Walter Fontana, Danielle Konings, Peter Schuster, Peter Stadler

Paper #: 92-02-007

Large ensembles of RNA sequences are folded into secondary structures with minimum free energies. Four nucleotide alphabets are used: two binary alphabets, AU and GC, the biophysical AUGC and the synthetic GCXK alphabet. They define base-pairing rules, and by their physical nature also the strengths of the base pair interactions. All quantities presented here depend strongly on the particular alphabet chosen. RNA secondary structues are partitioned into structural elements, such as stacks, loops, joints and free ends. Statistical properties of these elements are computed for different chain lengths up to $\nu = 100$. The results obtained from the statistics of random ensembles are compared with the data derived from natural RNA molecules with similar base frequencies. Secondary structures are represented as trees. A quantitative measure for the distance between two structures, the “tree distance $d_t$,” is obtained by means of tree editing.

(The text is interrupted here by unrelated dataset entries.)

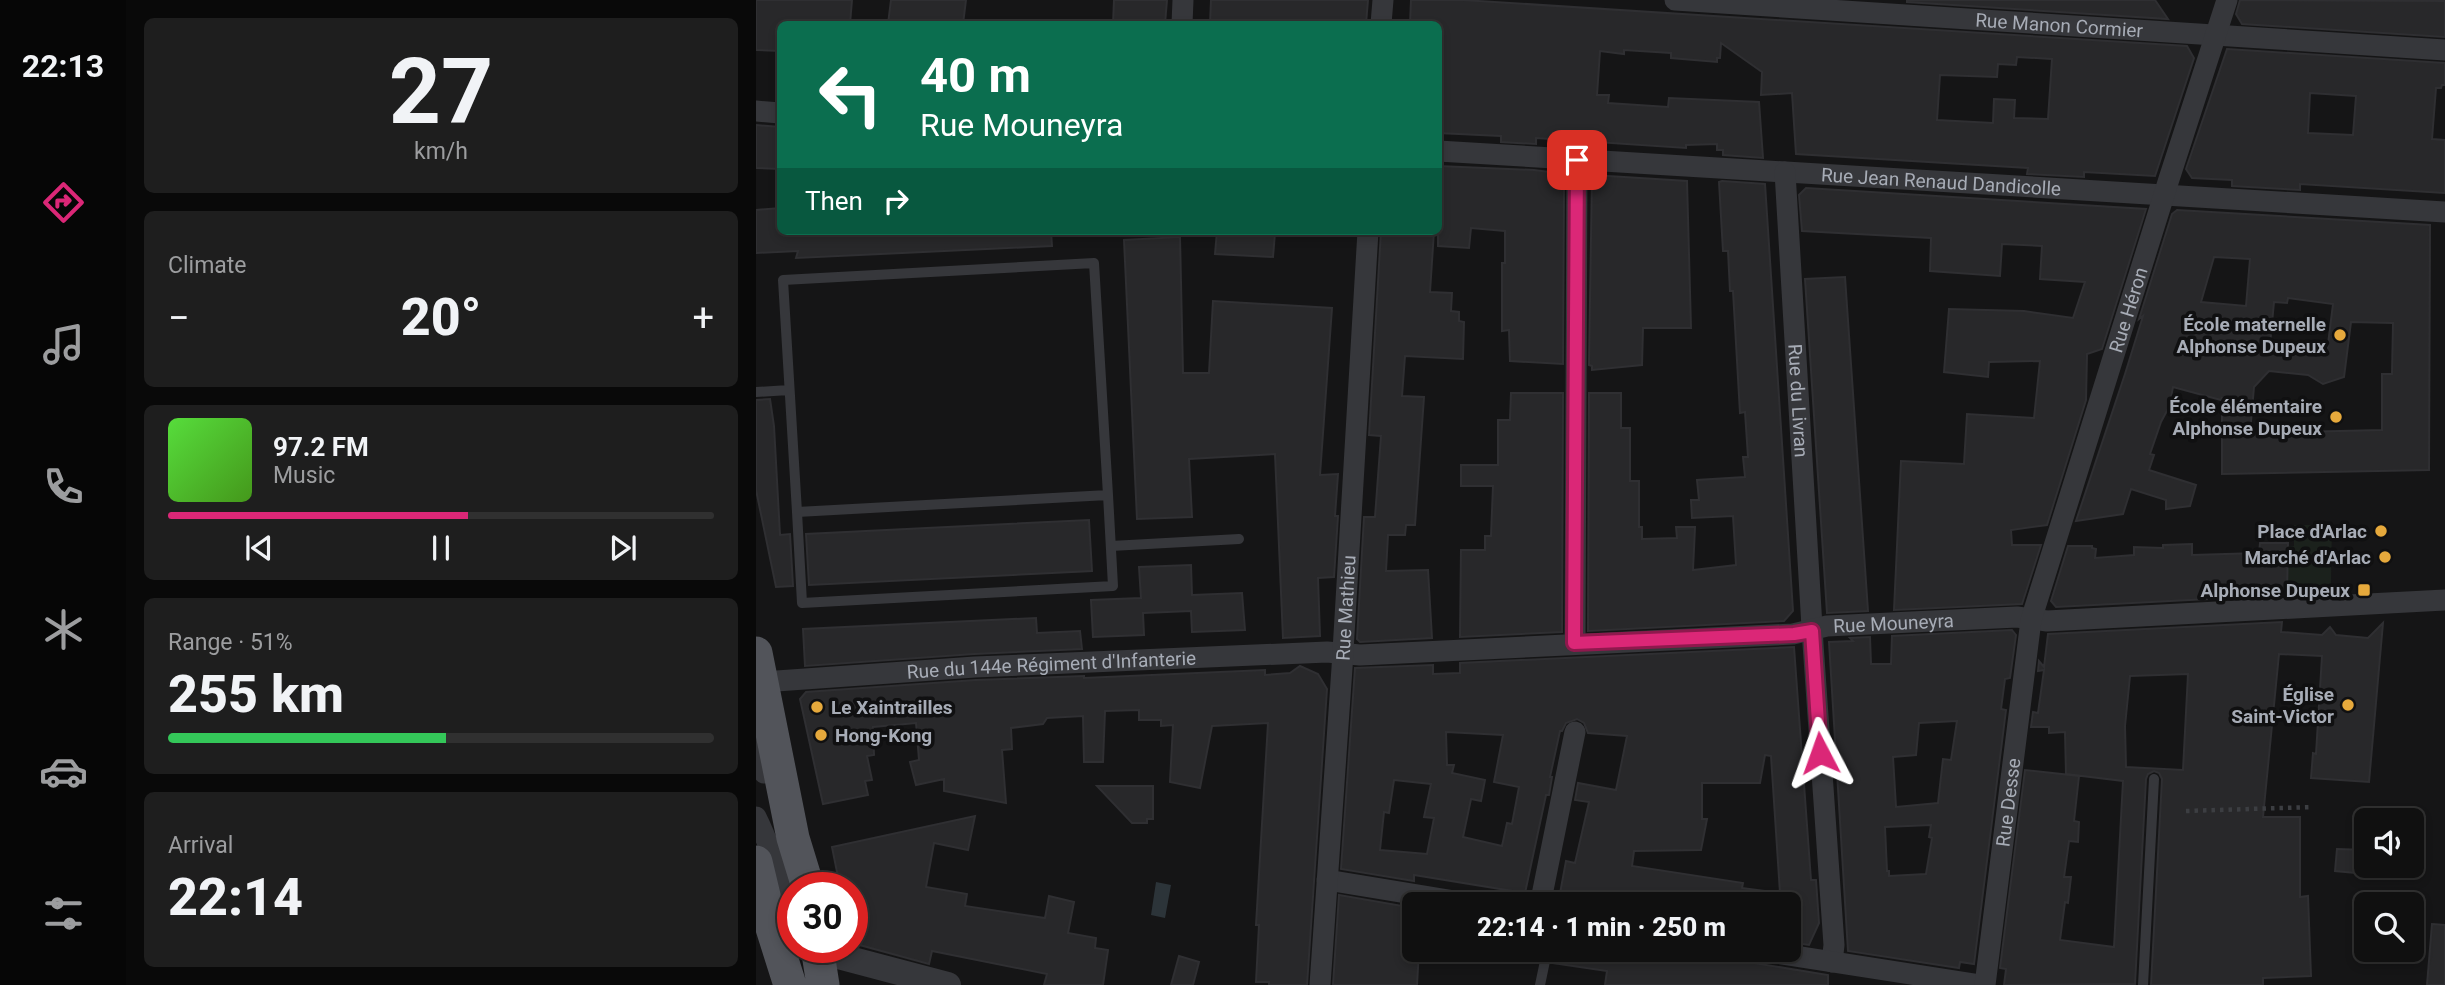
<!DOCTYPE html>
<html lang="en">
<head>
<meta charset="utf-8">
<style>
  :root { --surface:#101010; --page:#1e1e1e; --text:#f1f3f6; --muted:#9c9d9f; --line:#303030; --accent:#db2777 }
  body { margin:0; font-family:Roboto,sans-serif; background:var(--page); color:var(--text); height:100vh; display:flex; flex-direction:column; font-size:26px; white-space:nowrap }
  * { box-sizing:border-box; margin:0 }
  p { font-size:23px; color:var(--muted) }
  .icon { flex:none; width:38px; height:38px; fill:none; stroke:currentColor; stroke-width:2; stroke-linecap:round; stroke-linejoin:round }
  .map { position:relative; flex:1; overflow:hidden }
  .drawer { display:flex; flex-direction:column; gap:18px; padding:18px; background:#090909; width:630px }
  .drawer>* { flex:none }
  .guide { position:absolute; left:21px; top:21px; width:665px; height:214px; border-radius:10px; box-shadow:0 4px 10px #0003,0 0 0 2px var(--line); background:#0b6e4f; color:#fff; overflow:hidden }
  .controls { position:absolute; left:1598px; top:808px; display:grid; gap:14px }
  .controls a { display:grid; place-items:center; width:70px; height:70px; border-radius:10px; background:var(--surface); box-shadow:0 4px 10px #0003,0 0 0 2px var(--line); font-size:35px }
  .speed { position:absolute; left:21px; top:872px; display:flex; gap:14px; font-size:35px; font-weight:700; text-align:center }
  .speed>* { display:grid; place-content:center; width:91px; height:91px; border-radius:50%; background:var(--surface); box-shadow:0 4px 10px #0003,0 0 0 2px var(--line); line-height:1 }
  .speed .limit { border:10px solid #d22; background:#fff; color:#111 }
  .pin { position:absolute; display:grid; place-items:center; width:60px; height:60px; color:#fff; margin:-30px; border-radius:14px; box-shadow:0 4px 10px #0006 }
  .me { position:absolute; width:77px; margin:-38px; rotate:356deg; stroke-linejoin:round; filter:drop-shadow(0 0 5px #0008) }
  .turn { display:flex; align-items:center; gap:24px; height:147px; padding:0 28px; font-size:32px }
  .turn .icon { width:91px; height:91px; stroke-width:2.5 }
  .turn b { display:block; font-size:49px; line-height:60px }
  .then { display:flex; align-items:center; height:66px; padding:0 28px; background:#0003; gap:14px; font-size:26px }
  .big { font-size:52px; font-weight:800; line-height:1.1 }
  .drawer .widget { flex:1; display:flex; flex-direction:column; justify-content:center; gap:10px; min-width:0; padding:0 24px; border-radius:10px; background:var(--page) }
  .drawer .dial { align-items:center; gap:0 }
  .dial b { font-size:91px; line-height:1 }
  .song { display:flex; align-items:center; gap:21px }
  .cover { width:84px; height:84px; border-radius:10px; background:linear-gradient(135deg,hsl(110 70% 55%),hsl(100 70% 35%)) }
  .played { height:7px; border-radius:4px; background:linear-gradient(90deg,var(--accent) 55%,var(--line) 55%) }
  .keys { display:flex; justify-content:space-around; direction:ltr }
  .heat { display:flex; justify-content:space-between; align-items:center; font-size:38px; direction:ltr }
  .charge { height:10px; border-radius:5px; background:linear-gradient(90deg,#34c759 51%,var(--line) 0) }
  .trip { position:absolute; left:646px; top:892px; width:399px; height:70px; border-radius:10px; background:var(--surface); box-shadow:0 4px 10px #0003,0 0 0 2px var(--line); font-weight:800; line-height:70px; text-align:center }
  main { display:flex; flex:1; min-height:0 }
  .tab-bar { display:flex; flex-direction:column; width:126px; justify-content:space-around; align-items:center; background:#060606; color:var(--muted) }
  .tab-bar .icon { width:49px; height:49px }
  .tab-bar .on { color:var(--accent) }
  .tab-bar b { font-size:32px; color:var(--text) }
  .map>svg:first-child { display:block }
  .green { fill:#1b211c }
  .water { fill:#2c3439 }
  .building { fill:#28282a; stroke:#2f2f32; stroke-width:2; fill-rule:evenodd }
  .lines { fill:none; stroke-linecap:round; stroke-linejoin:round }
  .path { stroke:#3c3e42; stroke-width:4.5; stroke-dasharray:3.5 5; stroke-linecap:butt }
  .service { stroke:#36373b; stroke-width:10 }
  .minor { stroke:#36373b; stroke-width:21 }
  .tertiary { stroke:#36373b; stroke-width:26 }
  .primary { stroke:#52545a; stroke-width:33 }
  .route-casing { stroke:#8e194d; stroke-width:18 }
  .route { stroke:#db2777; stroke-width:12 }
  .poi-dot { fill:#e6a93c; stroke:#101011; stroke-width:2.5 }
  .labels { text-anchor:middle; stroke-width:7; stroke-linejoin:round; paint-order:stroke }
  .street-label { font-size:19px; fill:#a7acb6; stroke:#101011 }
  .poi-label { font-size:19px; font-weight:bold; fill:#a7acb6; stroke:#101011; text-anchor:end }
</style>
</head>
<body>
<main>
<nav class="tab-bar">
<b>22:13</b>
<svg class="icon on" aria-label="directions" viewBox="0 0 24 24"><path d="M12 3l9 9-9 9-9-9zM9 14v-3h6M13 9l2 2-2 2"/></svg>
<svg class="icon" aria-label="music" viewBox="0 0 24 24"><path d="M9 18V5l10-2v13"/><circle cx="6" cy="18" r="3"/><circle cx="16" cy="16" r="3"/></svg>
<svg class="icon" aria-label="phone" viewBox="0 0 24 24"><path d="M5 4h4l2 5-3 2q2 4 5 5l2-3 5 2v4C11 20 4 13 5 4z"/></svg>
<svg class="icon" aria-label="climate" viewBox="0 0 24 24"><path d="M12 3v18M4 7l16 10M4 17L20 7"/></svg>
<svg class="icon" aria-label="car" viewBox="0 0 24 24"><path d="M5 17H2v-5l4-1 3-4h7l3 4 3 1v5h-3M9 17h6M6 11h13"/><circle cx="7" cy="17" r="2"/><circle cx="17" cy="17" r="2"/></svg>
<svg class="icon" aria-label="filters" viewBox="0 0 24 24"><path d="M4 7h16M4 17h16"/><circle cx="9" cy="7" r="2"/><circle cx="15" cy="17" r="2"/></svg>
</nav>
<section class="drawer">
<div class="widget dial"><b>27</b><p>km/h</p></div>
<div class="widget"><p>Climate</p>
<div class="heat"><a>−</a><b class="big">20°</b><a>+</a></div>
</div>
<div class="widget">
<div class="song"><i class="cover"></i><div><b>97.2 FM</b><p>Music</p></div></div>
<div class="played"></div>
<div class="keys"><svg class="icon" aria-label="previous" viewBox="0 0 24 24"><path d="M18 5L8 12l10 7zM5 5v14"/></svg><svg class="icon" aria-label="pause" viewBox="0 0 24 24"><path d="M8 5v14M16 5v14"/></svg><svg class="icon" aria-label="next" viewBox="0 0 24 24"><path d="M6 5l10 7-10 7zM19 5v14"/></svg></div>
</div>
<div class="widget"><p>Range · 51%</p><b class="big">255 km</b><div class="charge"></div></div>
<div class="widget"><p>Arrival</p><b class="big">22:14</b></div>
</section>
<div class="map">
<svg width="1689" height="985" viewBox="0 0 1689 985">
  <rect width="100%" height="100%" fill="#151516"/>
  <path class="green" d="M1538,525H1576L1575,585L1532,586V546H1538Z"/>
  <path class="water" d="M400,882L415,885L409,918L395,915Z"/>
  <path class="building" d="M0,0H96L94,24H24V51L0,50Z
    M135,0H210L207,24H132Z
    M358,0H411L409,24H357Z
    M455,0H612L610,24H454Z
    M655,0H707L1431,46L1438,58L1399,176L1328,172V177L1271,174L1272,168L1040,154L1036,93L1005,95L1006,72L965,43L964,58H961V62L915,58V53L868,50V54L844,51L841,95H853L852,103L912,107L913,98L1003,102L1007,158L967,155V150H961V144L930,145V148L780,138V144L745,142V136L682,133V24H654ZM1261,57L1296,59L1292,119L1258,118L1259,100L1238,99L1237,123L1181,120L1184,75L1241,77L1242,64L1260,65Z
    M1151,0H1399L1412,19L1151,2Z
    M1484,0L1689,1V37L1486,24L1480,14Z
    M1471,49L1689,63V85H1686L1685,88H1680L1676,139L1689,140V193L1544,184V190L1476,186V180L1436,178L1430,169ZM1554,93L1600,96L1597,135L1552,133Z
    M0,125L24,127V169L0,168Z
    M682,166L778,170L801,173L808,181L807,364L754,361L753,330L746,331V263H749V231L715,228L713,248L682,246Z
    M836,175L931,181L935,328H887L886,365L836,370V366L833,365Z
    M966,181L1009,184L1037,611L1028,621L832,631L833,393H865V428H874V481H883V527H886V539L921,538L920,527H939L937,570L980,565L977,516L936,518L935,500H943L941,480L989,477L987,457H992L989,412L984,413L977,291H974L972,251H967L963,182Z
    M1050,188L1390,209L1346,349L1331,354L1330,400L1291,525L1255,530L1256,545H1285L1266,604L1138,610L1145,461L1208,464L1211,414L1278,418L1284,361L1233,362L1232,377L1188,372L1193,309L1268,311L1317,318L1329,282L1284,279L1286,246L1246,244L1244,276L1174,271L1175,238L1046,231L1043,195Z
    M24,208V231H295L296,246L40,258L42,251L0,253V210Z
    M1421,210L1674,225L1673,470L1466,474V397L1465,400L1417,387L1413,407L1405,422L1394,454L1398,455L1393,470L1440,485L1434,506L1410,509V500L1375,489L1367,514L1320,521L1369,374L1387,316L1383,319L1416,214ZM1458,257L1494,259L1490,306L1445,302ZM1532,298L1577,304L1571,352L1514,345L1518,302L1531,303ZM1595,322L1637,323L1636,374H1626V430L1494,433L1498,387L1513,371L1552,375L1567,384L1588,377Z
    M461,231H511L519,233L517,257L459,254Z
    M625,231H678L674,292L696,293L695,311L703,312V321L708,322L707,359L649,356L646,396L668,397L659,525H650L649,535H632L630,571L672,570L676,638L604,642L601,639L608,517H619L625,436L613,435Z
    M424,237L427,373H453L457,301L576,308L564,475L582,474L579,516H582L578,577L562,578L564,636L527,638L519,454L433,459L436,517L381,519L368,240Z
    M1089,277L1112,611L1071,613L1049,279Z
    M755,393H807L806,632L704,637L705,550H729V536H735L737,486H705V465H742V420H754Z
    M14,399L18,426L24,535L34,534L37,586L20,587L0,490V400Z
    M333,520L336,571L53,585L50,534Z
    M1504,543H1532L1531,593L1529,595L1300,607L1295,601L1312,546H1336V548L1340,549L1339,558L1378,555V547L1407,548V545L1436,544V555L1503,553Z
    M435,565L436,595L486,593L489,630L436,632L435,611L387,613L388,635L337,637L335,600L385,598L383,567Z
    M280,618L281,633L324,631L326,649L218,654L49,666L47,629Z
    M1526,622L1525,632L1566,635L1574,627L1580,635L1612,638L1627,623L1613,782L1555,778L1557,753L1560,754L1566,656L1523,654L1507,817H1544V897L1552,896L1555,976L1507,978V985H1395L1406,779L1403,773L1398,771L1392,774L1390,779L1379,984L1248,985L1250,969L1244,968L1269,770L1323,776L1318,821L1323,822L1322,842L1313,841L1308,877H1315L1312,903L1309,902L1304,940L1358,947L1367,781L1310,774L1309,732L1293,733V727H1275L1277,712L1282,713L1288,670L1282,671L1283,661L1288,667L1292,634ZM1432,674L1427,770L1370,767L1369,726L1374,676Z
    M1256,630L1260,635L1254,678L1249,679L1245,709L1250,710L1218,964L1204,962L1203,968L1092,951L1073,642L1097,641L1094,638L1114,637L1115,664H1135L1136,636ZM1201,721L1195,760L1187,759L1182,803L1140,807L1137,757L1160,755L1163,723ZM1175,825L1173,837L1176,838L1170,874L1133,876V871H1131L1129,827Z
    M1038,647L1055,880H1060L1063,923L1053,945L1032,942V905H841L803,899L810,861L819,863L833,802L819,800L822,783L860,790L871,736L832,733L828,723L821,719L810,723L806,731H804L794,777H796L793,795H790L769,893L658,875V881L585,869L599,668L677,665V674L704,673V663ZM690,732L747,735L738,782L763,787L756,824L751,823L746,846L707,837L715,799L725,801L729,780L696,773L698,765H691ZM1009,755L1015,756L1024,893L986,888L987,883L876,866L878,851L945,850L951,819H946V783H1004ZM638,780L675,784L668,817L678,818L671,854L624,850L628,812L633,813Z
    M544,666L562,674L571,689L551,985H513V982H500L503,925H500L512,723L456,726L444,788L414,782L417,725L405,726V720H383V710L349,711L347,762H328L327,716L291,718L287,724L255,728L256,749L246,750L250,803L188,791V779L160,785L154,762L163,760L160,723L117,727L118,755L111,756L116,780L109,781L112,795L67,804L44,699L50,692L220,680L328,676V678L509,670V675L534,673Z
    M341,786H397V819H391V823H376Z
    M219,816L212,850L178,843L170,887L211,894L209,906L289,918L293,896L318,902L312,933L340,938L339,948L352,950L347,985H288L291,974L176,951L173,964L100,944L96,940V887H84L76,847Z
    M1581,849L1610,850V874L1579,871Z
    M583,895L658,908V950H663L661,985H577Z
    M1676,924L1689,925V985H1671Z
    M785,950H918L1072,975V985H849L851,971L797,963L794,955H784Z
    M423,956L443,962L437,985H415Z"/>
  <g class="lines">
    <path class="path" d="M1430,811L1557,807"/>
    <path class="service" d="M338,263L352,495L41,512L27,280Z
      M0,392L33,390
      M41,512L46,603L357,586L352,495
      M355,546L483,539
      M784,985L789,961
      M1387,985L1398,779"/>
    <g class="minor">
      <path id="s1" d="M919,0L1689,50"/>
      <path d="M426,24L427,0"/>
      <path d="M625,24L627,0"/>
      <path d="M0,111L24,113"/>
      <path id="s2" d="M682,151L1689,212"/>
      <path id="s3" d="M1029,172L1057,644L1078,945L1076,962"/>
      <path d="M819,643L821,160"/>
      <path id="s4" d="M6,682L219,667L571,652L604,655L1037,634L1071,626L1261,617L1291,621L1689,600"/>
      <path d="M0,739L8,773"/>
      <path d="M0,817C14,845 22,874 37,901"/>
      <path d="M571,880L723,905"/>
      <path d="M784,905L819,732"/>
      <path d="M1001,950L1225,985"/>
      <path id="s5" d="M564,985L586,668L612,231"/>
      <path id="s6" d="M1229,985L1275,620L1413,179L1471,0"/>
    </g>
    <path class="tertiary" d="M59,947L82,956L192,985"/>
    <path class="primary" d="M0,653L37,838L52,887
      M0,862L15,925L34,985
      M61,947L67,985"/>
  </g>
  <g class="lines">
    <g class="route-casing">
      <path id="route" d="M821,160L818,643L1038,634L1056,631L1064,753"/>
    </g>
    <use href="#route" class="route"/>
  </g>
  <g class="poi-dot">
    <circle cx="1584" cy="335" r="7"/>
    <circle cx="1580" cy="417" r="7"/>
    <circle cx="1625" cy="531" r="7"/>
    <circle cx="1629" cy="557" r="7"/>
    <rect x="1601" y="583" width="14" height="14" rx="3.5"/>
    <circle cx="1592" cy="705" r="7"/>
    <circle cx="61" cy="707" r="7"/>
    <circle cx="65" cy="735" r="7"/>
  </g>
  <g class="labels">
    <g class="street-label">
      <text dy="7" stroke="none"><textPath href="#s1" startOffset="385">Rue Manon Cormier</textPath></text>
      <text dy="7" stroke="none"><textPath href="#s2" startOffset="504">Rue Jean Renaud Dandicolle</textPath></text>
      <text dy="7" stroke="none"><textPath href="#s6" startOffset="693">Rue Héron</textPath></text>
      <text dy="7" stroke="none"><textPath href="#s3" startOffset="229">Rue du Livran</textPath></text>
      <text dy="7" stroke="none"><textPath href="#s5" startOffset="378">Rue Mathieu</textPath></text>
      <text dy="7" stroke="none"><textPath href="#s4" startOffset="1134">Rue Mouneyra</textPath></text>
      <text dy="7" stroke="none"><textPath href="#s4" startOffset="290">Rue du 144e Régiment d'Infanterie</textPath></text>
      <text dy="7" stroke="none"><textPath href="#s6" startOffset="184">Rue Desse</textPath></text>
    </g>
    <g class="poi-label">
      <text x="1570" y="331">École maternelle<tspan x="1570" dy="22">Alphonse Dupeux</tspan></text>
      <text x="1566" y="413">École élémentaire<tspan x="1566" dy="22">Alphonse Dupeux</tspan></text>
      <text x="1611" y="538">Place d'Arlac</text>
      <text x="1615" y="564">Marché d'Arlac</text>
      <text x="1594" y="597">Alphonse Dupeux</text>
      <text x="1578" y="701">Église<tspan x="1578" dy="22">Saint-Victor</tspan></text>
      <text x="75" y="714" text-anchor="start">Le Xaintrailles</text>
      <text x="79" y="742" text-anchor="start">Hong-Kong</text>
    </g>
  </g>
</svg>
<div class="controls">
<a><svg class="icon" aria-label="sound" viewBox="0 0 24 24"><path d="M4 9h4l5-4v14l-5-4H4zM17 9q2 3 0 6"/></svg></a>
<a><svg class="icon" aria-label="search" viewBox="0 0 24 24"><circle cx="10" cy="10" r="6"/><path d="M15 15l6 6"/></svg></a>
</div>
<div class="speed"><div class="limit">30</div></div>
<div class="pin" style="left:821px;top:160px;background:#d93025"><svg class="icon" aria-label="arrive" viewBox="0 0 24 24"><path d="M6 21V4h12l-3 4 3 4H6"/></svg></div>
<svg class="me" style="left:1064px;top:753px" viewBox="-20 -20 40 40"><path d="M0-17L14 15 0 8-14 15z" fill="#db2777" stroke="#fff" stroke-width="4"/></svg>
<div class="trip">22:14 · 1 min · 250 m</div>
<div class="guide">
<div class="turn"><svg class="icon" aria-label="left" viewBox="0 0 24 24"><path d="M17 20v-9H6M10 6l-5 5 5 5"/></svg><div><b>40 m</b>Rue Mouneyra</div></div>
<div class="then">Then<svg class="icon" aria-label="right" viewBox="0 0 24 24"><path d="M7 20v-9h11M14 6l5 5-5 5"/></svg></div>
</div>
</div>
</main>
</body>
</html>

Two different, but formally equivalent tree representations are introduced and compared in actual computations of RNA structures. We introduce a structure density surface as the conditional probability $P(t|h)$ of two structures having tree distance $(d_t = t)$ given that the sequences that fold into them have Hamming distance $(d_h = h)$. Structure density surfaces provide insight into the “shape space” of RNA secondary structures. Nearly the entire range of tree distances is covered with considerable probability already at small Hamming distances from a typical sequence. This suggests that the vast majority of possible structures occur within a fairly small neighborhood of any random sequence. Correlation lengths for secondary structure in their tree representations are computed from probability densities. They are appropriate measures of the complexity or “ruggedness” of structure landscapes.